* The problem: From the entries below, retype only the lines from the one with "Serialize what can be read in this" through the one with "Task: Serialize what", exactly as written.

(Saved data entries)

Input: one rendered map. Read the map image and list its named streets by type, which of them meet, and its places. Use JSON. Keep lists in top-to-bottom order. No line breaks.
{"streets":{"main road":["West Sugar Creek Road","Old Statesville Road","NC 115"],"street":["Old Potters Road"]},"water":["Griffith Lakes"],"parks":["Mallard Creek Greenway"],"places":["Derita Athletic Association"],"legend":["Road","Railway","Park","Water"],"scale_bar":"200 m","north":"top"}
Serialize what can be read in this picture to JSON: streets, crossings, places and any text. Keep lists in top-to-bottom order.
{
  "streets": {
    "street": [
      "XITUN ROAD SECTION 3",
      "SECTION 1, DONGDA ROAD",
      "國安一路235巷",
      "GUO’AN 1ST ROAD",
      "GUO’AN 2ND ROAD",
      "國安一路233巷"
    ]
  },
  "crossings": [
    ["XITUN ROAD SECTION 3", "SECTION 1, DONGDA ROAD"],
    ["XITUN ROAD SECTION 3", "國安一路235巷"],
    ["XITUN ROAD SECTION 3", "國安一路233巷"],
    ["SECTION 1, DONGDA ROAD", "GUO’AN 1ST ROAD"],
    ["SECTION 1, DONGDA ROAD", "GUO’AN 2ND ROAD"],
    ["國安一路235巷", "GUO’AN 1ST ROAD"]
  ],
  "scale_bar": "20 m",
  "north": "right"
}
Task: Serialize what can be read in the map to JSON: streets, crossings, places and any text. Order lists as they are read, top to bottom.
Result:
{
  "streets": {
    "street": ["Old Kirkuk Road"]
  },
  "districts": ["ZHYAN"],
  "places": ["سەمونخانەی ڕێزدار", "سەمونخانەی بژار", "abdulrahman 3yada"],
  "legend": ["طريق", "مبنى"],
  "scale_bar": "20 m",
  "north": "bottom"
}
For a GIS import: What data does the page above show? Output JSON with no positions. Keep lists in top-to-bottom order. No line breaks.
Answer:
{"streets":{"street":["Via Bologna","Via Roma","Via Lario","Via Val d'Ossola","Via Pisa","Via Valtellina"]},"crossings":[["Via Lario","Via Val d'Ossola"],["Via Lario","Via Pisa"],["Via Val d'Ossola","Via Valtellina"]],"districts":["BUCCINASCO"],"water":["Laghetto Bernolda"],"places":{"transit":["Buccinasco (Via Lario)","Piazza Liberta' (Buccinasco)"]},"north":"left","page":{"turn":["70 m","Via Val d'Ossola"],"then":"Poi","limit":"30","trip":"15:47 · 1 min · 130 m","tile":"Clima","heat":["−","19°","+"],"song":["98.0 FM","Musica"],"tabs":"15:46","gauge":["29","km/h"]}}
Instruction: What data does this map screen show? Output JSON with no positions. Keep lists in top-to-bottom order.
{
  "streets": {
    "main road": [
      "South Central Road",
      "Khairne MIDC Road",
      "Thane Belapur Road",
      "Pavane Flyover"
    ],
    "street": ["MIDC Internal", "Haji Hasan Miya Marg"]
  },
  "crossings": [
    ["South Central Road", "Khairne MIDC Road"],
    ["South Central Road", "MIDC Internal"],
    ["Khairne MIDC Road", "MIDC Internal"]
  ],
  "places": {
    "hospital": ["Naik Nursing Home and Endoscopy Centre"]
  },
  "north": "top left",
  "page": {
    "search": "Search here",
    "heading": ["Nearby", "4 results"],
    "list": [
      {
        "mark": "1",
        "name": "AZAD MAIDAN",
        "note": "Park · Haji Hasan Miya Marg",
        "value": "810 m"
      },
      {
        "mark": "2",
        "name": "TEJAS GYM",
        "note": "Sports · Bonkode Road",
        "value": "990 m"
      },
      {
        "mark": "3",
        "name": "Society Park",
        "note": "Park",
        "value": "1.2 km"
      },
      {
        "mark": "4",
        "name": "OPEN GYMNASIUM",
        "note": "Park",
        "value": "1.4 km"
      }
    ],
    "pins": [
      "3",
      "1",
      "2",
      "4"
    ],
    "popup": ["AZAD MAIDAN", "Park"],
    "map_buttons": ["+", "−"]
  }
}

* Final answer:
Serialize what can be read in this picture to JSON: streets, crossings, places and any text. Keep lists in top-to-bottom order.
{
  "streets": {
    "street": [
      "XITUN ROAD SECTION 3",
      "SECTION 1, DONGDA ROAD",
      "國安一路235巷",
      "GUO’AN 1ST ROAD",
      "GUO’AN 2ND ROAD",
      "國安一路233巷"
    ]
  },
  "crossings": [
    ["XITUN ROAD SECTION 3", "SECTION 1, DONGDA ROAD"],
    ["XITUN ROAD SECTION 3", "國安一路235巷"],
    ["XITUN ROAD SECTION 3", "國安一路233巷"],
    ["SECTION 1, DONGDA ROAD", "GUO’AN 1ST ROAD"],
    ["SECTION 1, DONGDA ROAD", "GUO’AN 2ND ROAD"],
    ["國安一路235巷", "GUO’AN 1ST ROAD"]
  ],
  "scale_bar": "20 m",
  "north": "right"
}
Task: Serialize what can be read in the map to JSON: streets, crossings, places and any text. Order lists as they are read, top to bottom.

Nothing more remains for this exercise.